[[ Given data open ]]
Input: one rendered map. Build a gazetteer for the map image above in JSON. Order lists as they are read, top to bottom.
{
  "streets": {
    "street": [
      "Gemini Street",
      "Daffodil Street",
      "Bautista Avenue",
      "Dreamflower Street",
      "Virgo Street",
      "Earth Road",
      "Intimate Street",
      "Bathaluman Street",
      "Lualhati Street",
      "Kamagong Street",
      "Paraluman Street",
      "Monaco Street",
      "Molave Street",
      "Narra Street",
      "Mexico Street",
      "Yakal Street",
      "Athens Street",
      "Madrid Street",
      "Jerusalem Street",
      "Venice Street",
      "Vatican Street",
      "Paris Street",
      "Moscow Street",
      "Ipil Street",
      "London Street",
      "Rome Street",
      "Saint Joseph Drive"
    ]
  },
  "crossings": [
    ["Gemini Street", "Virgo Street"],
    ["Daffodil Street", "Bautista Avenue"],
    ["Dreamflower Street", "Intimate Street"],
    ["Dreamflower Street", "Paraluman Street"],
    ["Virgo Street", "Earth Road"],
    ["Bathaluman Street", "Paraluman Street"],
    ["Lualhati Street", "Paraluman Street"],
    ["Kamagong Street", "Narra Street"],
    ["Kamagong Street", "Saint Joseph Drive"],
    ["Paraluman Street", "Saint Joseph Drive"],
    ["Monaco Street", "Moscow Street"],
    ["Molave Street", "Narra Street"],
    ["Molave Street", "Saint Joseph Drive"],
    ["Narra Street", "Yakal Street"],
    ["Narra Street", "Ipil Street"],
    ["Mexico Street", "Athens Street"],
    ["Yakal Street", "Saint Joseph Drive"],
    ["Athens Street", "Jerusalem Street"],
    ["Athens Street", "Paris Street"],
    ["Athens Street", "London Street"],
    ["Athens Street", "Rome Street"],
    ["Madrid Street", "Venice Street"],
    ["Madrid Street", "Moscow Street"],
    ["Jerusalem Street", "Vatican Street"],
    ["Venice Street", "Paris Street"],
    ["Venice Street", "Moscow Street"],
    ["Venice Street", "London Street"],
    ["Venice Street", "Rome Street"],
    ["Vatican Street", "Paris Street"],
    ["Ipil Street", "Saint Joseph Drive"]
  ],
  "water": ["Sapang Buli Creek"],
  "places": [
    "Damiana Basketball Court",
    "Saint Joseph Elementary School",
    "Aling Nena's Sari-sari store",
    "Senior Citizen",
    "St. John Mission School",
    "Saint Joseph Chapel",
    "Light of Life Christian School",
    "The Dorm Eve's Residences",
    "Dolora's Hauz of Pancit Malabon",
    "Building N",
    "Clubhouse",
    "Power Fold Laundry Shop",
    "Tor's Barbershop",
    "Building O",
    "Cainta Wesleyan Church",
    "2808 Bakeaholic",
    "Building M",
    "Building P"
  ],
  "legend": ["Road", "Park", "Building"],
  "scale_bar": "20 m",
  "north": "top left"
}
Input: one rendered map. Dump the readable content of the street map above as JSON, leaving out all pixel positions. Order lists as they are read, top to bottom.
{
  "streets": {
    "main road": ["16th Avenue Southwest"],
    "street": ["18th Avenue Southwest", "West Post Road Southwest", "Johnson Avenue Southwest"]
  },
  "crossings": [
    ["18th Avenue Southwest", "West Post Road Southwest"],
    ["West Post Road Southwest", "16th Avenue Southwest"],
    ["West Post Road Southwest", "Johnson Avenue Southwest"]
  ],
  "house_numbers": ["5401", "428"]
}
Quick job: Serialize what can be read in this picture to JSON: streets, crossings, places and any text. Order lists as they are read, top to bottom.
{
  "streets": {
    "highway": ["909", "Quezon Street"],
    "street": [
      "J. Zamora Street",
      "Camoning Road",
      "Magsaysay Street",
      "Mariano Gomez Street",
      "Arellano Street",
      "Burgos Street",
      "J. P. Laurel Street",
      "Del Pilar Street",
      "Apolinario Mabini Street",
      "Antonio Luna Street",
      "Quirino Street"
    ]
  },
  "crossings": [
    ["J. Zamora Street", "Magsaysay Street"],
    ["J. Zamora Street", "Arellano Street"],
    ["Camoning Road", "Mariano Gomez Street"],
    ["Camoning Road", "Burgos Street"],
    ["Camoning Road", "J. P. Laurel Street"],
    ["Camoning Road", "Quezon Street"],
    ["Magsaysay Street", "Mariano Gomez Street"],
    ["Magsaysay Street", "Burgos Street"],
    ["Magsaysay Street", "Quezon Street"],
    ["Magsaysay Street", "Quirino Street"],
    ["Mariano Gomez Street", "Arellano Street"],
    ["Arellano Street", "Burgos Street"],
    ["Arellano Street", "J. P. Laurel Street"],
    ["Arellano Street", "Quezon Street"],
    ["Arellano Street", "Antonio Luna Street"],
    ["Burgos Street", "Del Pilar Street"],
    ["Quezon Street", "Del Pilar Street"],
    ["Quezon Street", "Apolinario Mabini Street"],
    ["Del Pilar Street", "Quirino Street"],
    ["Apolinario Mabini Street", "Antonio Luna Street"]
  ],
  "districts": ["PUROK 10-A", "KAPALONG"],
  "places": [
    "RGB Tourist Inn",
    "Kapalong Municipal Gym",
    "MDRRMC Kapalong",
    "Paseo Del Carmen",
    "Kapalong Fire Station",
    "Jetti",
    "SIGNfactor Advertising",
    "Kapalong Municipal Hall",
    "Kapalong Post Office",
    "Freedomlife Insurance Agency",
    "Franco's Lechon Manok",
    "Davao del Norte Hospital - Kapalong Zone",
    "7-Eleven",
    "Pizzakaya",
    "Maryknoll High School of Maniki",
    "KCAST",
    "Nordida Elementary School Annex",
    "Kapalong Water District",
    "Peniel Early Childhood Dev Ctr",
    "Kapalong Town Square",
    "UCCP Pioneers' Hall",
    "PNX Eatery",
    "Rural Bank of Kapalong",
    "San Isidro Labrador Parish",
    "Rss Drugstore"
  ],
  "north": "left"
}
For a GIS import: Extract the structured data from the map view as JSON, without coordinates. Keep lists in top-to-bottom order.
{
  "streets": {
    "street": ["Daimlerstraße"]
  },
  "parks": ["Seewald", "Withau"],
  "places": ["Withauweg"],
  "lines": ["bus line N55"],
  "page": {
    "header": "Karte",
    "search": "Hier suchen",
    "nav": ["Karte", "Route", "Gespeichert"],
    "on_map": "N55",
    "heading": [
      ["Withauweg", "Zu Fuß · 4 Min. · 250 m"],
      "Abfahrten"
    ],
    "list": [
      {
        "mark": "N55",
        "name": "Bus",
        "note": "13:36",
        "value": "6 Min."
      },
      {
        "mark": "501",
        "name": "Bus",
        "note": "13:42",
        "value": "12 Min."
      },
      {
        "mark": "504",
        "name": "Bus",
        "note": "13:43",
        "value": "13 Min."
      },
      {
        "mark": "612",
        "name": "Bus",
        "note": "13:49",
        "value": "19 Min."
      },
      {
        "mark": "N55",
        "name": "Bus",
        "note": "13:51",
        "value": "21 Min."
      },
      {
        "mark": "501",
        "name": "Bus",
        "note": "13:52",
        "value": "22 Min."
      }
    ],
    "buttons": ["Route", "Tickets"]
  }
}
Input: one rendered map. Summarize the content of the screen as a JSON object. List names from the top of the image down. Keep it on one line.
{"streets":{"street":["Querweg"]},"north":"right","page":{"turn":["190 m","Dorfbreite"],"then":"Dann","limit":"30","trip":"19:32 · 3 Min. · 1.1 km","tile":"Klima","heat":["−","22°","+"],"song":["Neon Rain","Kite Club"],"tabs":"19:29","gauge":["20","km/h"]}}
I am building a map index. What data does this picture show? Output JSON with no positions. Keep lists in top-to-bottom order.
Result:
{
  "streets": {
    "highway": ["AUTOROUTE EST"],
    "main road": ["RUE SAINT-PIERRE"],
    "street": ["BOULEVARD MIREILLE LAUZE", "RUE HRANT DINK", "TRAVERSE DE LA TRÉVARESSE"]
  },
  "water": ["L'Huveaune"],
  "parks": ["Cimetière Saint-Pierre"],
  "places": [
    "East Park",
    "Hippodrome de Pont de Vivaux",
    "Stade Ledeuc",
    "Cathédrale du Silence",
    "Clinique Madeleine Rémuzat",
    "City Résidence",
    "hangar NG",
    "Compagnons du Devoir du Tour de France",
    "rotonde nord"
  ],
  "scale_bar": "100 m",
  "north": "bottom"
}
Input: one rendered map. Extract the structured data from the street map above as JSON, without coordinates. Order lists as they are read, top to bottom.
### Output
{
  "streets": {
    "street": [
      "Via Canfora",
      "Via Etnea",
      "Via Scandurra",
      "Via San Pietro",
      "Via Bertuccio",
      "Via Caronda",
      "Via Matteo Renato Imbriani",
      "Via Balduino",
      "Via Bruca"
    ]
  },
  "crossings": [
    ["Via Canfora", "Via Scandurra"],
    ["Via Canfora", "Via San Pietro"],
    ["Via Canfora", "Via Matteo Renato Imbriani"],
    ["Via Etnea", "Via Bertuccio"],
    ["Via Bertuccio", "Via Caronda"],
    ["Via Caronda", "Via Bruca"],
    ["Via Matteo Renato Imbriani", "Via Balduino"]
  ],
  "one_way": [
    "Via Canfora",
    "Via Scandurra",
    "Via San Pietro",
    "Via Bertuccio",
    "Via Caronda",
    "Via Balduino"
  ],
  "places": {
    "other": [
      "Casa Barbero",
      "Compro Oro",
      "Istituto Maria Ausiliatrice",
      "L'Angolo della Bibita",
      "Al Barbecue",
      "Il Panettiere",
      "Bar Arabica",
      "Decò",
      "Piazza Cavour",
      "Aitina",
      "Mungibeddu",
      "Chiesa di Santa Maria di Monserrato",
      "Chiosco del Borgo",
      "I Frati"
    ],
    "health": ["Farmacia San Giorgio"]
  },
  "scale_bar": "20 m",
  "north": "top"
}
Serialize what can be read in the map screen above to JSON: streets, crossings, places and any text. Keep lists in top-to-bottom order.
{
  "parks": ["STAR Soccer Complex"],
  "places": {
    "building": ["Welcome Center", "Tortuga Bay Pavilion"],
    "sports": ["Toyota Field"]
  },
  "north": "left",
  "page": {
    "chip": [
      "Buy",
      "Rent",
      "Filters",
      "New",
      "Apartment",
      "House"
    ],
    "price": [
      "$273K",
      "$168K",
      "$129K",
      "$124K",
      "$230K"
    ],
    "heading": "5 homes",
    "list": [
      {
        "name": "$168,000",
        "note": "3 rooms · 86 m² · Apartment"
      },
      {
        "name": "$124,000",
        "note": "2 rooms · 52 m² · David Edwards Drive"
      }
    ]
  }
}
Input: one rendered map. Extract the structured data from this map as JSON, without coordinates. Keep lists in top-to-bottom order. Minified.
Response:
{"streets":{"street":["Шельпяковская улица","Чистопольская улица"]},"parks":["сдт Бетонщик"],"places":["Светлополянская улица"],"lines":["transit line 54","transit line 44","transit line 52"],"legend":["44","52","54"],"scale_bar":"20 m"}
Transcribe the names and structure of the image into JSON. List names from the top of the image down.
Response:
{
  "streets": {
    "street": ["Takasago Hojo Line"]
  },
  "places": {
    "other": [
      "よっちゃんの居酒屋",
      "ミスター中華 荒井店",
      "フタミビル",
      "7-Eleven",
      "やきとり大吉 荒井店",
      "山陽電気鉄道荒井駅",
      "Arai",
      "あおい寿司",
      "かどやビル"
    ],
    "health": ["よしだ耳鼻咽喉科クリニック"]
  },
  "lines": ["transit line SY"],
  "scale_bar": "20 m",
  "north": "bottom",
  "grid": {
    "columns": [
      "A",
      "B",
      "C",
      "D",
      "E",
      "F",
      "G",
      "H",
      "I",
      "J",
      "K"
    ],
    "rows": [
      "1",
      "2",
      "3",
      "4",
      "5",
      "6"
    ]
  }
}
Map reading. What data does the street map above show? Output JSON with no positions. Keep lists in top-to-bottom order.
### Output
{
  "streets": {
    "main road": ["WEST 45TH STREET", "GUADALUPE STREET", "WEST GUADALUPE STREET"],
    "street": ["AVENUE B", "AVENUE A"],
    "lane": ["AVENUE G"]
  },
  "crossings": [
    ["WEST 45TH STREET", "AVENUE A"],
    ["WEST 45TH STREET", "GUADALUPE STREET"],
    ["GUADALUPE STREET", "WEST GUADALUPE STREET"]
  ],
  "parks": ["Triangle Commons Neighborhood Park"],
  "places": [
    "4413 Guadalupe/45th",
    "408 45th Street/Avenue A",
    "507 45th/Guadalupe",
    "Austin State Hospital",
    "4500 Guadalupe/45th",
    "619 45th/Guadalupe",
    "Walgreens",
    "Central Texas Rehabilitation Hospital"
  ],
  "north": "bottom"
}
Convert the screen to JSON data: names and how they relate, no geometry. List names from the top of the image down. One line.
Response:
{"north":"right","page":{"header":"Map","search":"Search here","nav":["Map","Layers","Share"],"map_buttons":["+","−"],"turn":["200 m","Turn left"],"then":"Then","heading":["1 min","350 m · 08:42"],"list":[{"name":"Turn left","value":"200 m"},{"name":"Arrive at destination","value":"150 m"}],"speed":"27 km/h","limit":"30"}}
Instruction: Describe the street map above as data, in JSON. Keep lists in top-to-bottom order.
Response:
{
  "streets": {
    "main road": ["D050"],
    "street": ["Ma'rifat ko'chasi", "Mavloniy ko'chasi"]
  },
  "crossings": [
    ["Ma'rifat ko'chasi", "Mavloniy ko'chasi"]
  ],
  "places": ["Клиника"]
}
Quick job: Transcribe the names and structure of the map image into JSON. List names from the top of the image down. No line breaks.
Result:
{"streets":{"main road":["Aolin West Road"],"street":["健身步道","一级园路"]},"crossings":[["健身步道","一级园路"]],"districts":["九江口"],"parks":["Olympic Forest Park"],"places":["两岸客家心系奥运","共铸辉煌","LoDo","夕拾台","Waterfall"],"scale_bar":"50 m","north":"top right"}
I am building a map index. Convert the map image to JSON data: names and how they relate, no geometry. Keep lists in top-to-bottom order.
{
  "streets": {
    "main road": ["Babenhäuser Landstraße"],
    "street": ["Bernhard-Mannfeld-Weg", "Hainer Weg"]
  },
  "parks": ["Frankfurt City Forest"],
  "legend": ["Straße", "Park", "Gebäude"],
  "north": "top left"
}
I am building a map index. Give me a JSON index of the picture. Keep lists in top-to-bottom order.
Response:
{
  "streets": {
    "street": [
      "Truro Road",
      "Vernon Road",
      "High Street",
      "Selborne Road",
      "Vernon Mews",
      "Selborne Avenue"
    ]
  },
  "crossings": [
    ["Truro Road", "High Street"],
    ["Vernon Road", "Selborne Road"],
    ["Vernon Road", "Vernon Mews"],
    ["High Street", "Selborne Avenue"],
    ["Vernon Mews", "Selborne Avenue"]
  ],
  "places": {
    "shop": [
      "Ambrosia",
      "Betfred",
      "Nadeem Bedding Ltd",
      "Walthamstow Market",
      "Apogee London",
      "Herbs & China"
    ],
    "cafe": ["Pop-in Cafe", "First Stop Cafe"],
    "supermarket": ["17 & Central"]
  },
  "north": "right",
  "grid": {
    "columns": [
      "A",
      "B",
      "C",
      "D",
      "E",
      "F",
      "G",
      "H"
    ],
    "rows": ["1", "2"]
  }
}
[[ Given data closed ]]
• _Activity_: Among the lines of the material, count those that contain the string "show" and state only that count.

• _Response area_: 2